■ Work order ■
Needed from the data below: all lines that contain the word "hidden".

Saved entries:

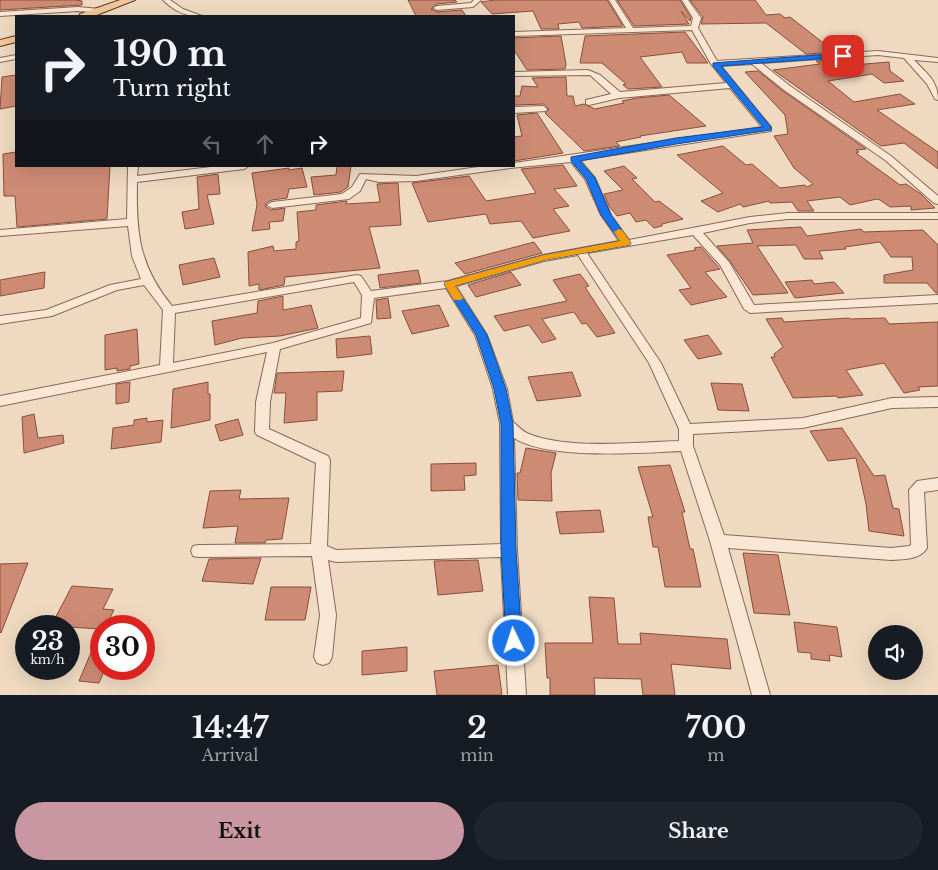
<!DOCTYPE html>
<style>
:root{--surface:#171b24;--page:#20242c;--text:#f1f3f6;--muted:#9ea1a6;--accent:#c997a1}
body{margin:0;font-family:"Libre Baskerville",serif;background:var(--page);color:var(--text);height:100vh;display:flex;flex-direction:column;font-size:19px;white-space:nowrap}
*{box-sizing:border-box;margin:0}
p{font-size:16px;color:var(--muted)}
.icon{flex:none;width:28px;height:28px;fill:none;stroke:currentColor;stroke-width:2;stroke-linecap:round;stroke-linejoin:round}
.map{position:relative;height:695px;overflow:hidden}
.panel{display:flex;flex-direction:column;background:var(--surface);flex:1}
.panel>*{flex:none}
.guide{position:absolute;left:15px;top:15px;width:500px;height:152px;border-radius:0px;box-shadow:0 5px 20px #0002;background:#171b24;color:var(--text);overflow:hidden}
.controls{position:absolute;left:868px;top:625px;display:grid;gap:10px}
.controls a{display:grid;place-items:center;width:55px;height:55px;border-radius:50%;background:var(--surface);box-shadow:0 5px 20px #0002;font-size:25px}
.speed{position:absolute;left:15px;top:615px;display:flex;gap:10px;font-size:25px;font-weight:700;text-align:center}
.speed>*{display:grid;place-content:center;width:65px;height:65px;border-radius:50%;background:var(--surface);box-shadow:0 5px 20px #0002;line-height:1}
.speed small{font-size:12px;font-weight:400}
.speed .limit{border:8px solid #d22;background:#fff;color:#111}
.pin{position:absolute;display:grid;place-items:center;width:42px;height:42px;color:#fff;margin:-21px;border-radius:10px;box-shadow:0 2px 8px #0006}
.me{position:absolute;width:55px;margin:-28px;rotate:356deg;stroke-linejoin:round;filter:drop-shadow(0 0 4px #0008)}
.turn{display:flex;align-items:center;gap:18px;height:105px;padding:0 15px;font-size:22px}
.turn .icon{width:65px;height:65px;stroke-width:2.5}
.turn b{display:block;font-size:35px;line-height:42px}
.lanes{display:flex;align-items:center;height:48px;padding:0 15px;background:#0003;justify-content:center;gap:25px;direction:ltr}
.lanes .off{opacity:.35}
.eta{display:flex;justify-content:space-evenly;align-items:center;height:85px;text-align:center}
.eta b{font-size:30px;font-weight:800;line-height:35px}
.cta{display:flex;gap:10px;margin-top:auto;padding:10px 15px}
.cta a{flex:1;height:58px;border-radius:30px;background:var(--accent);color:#111;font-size:20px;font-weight:800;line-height:58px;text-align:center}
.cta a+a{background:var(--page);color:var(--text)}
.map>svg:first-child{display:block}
.building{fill:#ce8b74;stroke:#884e3d}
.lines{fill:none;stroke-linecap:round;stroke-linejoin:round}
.minor-casing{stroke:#886957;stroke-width:2}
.primary-casing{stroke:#55382c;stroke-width:2}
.minor{fill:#f9e7d3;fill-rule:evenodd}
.primary{fill:#f4c796;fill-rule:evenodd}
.route{fill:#1a73e8;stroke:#114b97}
.slow{fill:#f59e0b}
</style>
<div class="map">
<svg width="938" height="695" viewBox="0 0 938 695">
<rect width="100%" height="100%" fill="#efd9c0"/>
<g class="building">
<polygon points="0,0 75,0 82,1 82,5 0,10"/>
<polygon points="408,0 455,0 457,2 437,4 431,9 437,12 462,10 466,16 416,16"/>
<polygon points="495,0 607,0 623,26 582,28 579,22 558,24 559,29 541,29 533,11 492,14 481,2"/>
<polygon points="617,0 680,0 691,18 690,21 681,11 689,24 634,26"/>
<polygon points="690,0 755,0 766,15 780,14 785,18 790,17 835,52 806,54 766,23 701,24 703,17"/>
<polygon points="685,32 708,63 687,63 682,52 640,57 662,87 628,89 623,85 626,84 602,63 580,63 585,36"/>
<polygon points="561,36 566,64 565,69 527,70 514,50 514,38"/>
<polygon points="845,59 853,65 889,62 890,71 904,81 884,83 872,74 828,81 854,102 900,94 915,104 877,110 938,152 938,169 904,143 881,146 773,70 820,64 816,61"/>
<polygon points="758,71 783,91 866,149 856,150 859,152 856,153 900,185 906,184 921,194 935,208 911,210 911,206 890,207 880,200 877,199 850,205 840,197 807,201 814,211 798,211 792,202 770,203 769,201 743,207 740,204 718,212 701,201 723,193 677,155 723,146 746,165 752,164 780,188 805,185 807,187 813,184 794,168 774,136 788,134 785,115 745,72"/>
<polygon points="16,75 16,106 0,109 2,77"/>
<polygon points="566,77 567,96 573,96 575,106 584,104 595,109 624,103 622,101 637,98 669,95 706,126 640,136 641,137 616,142 620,146 584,151 545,113 549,109 544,104 515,105 514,104 514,96 520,96 522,86 538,87 532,78"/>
<polygon points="537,113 563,153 514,161 514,137 522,136 517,115"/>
<polygon points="16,152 16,166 110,166 107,219 17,227 15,196 4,196 3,154"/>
<polygon points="563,165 577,186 554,189 569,206 553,209 570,231 533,238 521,221 490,224 486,214 428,222 412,183 469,176 486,201 536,193 521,169"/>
<polygon points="337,166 351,166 348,187 341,192 314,195 311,177 336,175"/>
<polygon points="624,166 637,178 632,179 655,202 659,201 683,219 662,224 662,226 654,228 646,220 636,222 630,213 617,216 609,206 604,194 623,190 604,171"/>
<polygon points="289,168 289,170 302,168 307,187 289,189 287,198 272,200 266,203 265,206 271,210 285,208 283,221 269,222 270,229 252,231 257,205 252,173"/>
<polygon points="218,174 220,194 207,195 214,224 185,229 182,212 199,209 197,177"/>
<polygon points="398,183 401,225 369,227 380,268 285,277 284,285 259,290 259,284 249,286 248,252 273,246 274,251 296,249 296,242 299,241 297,212 316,210 316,205 347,201 346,204 380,202 377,184"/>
<polygon points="801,227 807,236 861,229 864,232 923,230 938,245 938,293 936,293 927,283 884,283 884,275 913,270 912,257 891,257 880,242 845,247 846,249 819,251 823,259 804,259 796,245 757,246 788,293 753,295 730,261 717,246 753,243 747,230"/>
<polygon points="534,242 542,253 465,274 455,263"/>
<polygon points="701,247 720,269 705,272 727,297 691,305 679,290 691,288 667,255 696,250 694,248"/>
<polygon points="214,258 220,277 183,285 179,265"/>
<polygon points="418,270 421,283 380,288 378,275"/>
<polygon points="45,272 44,288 0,296 0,280"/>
<polygon points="511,272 521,285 476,297 468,285"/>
<polygon points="580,274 589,286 585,287 615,333 597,337 586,323 582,324 574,312 542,319 556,339 542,343 529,325 504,331 494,316 567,301 553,280"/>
<polygon points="812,280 814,284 834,282 844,293 795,298 785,282"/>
<polygon points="283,296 283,310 311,305 318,328 280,336 242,338 215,345 212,321 257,313 258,301"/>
<polygon points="388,298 391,318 377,319 376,300"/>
<polygon points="439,305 449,326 412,334 402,311"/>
<polygon points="782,318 784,322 849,318 850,319 885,318 889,324 938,322 938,386 918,387 920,390 904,393 884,363 846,370 863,395 838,398 837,396 793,398 771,357 775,357 774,354 783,347 766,319"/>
<polygon points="137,329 139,364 130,366 130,369 117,371 117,368 105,370 105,335"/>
<polygon points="708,335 722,354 698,359 684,340"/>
<polygon points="370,336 372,354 337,358 336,339"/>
<polygon points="344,371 342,391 317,392 317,420 284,423 286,393 274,393 277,373"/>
<polygon points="572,372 581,396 537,401 528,377"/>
<polygon points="130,382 129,402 116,404 116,384"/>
<polygon points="208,382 208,394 210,394 210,420 171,428 173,389"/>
<polygon points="711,383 742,384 749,411 718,410"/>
<polygon points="34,414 38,438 63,435 64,443 24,453 22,417"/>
<polygon points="147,418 147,422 163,420 161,442 111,449 113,428 134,425 134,420"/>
<polygon points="238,419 243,435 220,441 215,425"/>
<polygon points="842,428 874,476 885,475 893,508 899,509 904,536 869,531 866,504 856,458 828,461 810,431"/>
<polygon points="526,448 556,453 551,473 552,501 518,500 517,473 520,473"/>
<polygon points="476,463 476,475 464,476 465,490 431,491 431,464"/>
<polygon points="670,465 685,512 682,512 690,549 693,549 701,587 665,587 658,547 653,547 648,517 653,517 638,467"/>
<polygon points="241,490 239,499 289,498 282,539 266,540 265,543 235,543 238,526 203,528 210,491"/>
<polygon points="600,510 604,532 560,534 556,512"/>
<polygon points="743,553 778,555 790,615 754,613"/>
<polygon points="261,558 253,584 202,581 209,559"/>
<polygon points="478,560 483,591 438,595 434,561"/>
<polygon points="28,563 1,633 0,632 0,564"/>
<polygon points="72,586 113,589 103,609 114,610 106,626 101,626 101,669 105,669 99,683 79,681 101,629 51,626"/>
<polygon points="271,587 311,587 305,620 265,620"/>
<polygon points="589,597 614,598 618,644 641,644 640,633 727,639 731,669 671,664 675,695 643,695 641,679 594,678 595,695 550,695 550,678 547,678 545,643 593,643"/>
<polygon points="794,622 837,627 842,657 829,655 830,661 811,659 811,653 798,652"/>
<polygon points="407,647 407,671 362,675 362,651"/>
<polygon points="498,665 502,695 437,695 434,671"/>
</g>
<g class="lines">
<g class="minor-casing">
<g id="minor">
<path d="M163,0H170L183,9L202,16C186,17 174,11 163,0Z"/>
<polygon points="474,0 481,0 473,7 437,10 433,8 437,6 471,3"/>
<path d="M609,0H615L633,28L691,26L693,18L682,0H688L701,18L698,28L717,61L878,51L938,58V62L914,60C926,73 938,80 938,100L935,99L927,84L904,58L878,55L761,63L790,86L891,156L938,196V204L934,203L885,160L784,90L752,64L721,66L771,127V131L580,160L595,178L611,215L629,240L750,217L788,213H938V219H788L750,223L703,233L729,262L754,305L938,295V303L750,313L744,309L720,265L693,235L587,253L661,363L690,424L803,418L892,398L938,397V407L892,408L803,428L693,434V446L724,535L891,548L909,546L911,545L909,490L917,481L938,478V490L924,492L927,548C920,560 903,559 891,560L728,548L770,695H752L710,541L681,451C640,453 548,460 514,438L517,550L526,695H508L501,557L336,562L328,560L336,615L332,657L329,663L323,665L317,663L314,657L320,615L312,556L199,557L193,556L191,551L193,546L199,545L311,544L316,463L257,435L255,432L256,402L267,352L0,406V396L160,365L163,310L144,285L117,290L52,316L0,324V316L46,310L110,285L141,279L132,256L128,226L0,236V230L127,219L128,166H138L137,176L219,166H249L244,169L137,182C136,233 139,266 172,306L357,275L361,276L371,291L448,281L543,255L619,241L601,215L585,179L571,162L510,168L416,181L379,182L366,179L360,191L349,199L272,208L267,205L272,202L342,194L352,187L360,174L416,176L485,166H514V163L762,127L730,88L619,98L589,105L586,104V100L611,94L590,75L514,76V72L588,70L600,75L620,92L726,83L711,64L692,30L514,36V32L626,28ZM578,255L649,363L679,429V441C636,442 569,450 529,434C523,432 518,426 513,422L507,389L487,335L456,286L544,261ZM354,282L362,295L361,318L273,343L173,363L175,313ZM446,288L475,335L493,389L500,424L501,544L336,550L327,546L330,460L328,456L269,429L270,402L280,349L371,323L374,298Z"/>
<polygon points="78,7 100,9 104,11 100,13 78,11 0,16 0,12"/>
<polygon points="16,55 16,59 0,62 0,58"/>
<polygon points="543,106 547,109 546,111 514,113 514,107"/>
</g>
</g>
<g class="primary-casing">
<g id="primary">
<polygon points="120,0 135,0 94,16 79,16 80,14"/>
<polygon points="16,36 16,42 0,46 0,40"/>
</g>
</g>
<use href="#minor" class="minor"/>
<use href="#primary" class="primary"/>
</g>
<polygon class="route" points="843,53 845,54 845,57 721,66 771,127 771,130 676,144 580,161 595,178 611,215 631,243 630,245 545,260 455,286 487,335 506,389 513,424 516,550 522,641 520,646 514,648 509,646 506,641 501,550 501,424 494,389 476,335 444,284 445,282 544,255 620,241 601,215 586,179 571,161 571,157 676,138 763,127 713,66 713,63"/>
<polygon class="slow" points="619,229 622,230 631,243 630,245 545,260 455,286 463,298 461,300 454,300 444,284 445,282 544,255 620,241 614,232"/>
</svg>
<div class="controls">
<a><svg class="icon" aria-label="sound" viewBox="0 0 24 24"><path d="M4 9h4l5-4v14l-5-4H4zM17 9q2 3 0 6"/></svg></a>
</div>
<div class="speed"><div>23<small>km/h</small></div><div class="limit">30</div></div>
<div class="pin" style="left:843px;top:56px;background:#d93025"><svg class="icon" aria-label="arrive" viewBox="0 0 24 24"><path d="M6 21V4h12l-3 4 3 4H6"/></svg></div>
<svg class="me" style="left:514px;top:641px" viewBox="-20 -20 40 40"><circle r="17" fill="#1a73e8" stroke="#fff" stroke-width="3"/><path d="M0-11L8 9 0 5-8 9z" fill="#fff"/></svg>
<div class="guide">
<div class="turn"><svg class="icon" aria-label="right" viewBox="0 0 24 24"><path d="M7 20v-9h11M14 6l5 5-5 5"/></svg><div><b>190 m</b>Turn right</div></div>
<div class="lanes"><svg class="icon off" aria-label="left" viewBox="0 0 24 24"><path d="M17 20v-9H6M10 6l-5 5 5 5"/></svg><svg class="icon off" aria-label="ahead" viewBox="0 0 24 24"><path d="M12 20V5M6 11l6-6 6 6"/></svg><svg class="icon" aria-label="right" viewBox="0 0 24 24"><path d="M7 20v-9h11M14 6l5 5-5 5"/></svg></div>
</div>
</div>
<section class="panel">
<div class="eta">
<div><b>14:47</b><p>Arrival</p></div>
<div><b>2</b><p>min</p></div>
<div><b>700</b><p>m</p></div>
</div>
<div class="cta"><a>Exit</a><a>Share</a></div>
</section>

■ Response box ■
.map{position:relative;height:695px;overflow:hidden}
.guide{position:absolute;left:15px;top:15px;width:500px;height:152px;border-radius:0px;box-shadow:0 5px 20px #0002;background:#171b24;color:var(--text);overflow:hidden}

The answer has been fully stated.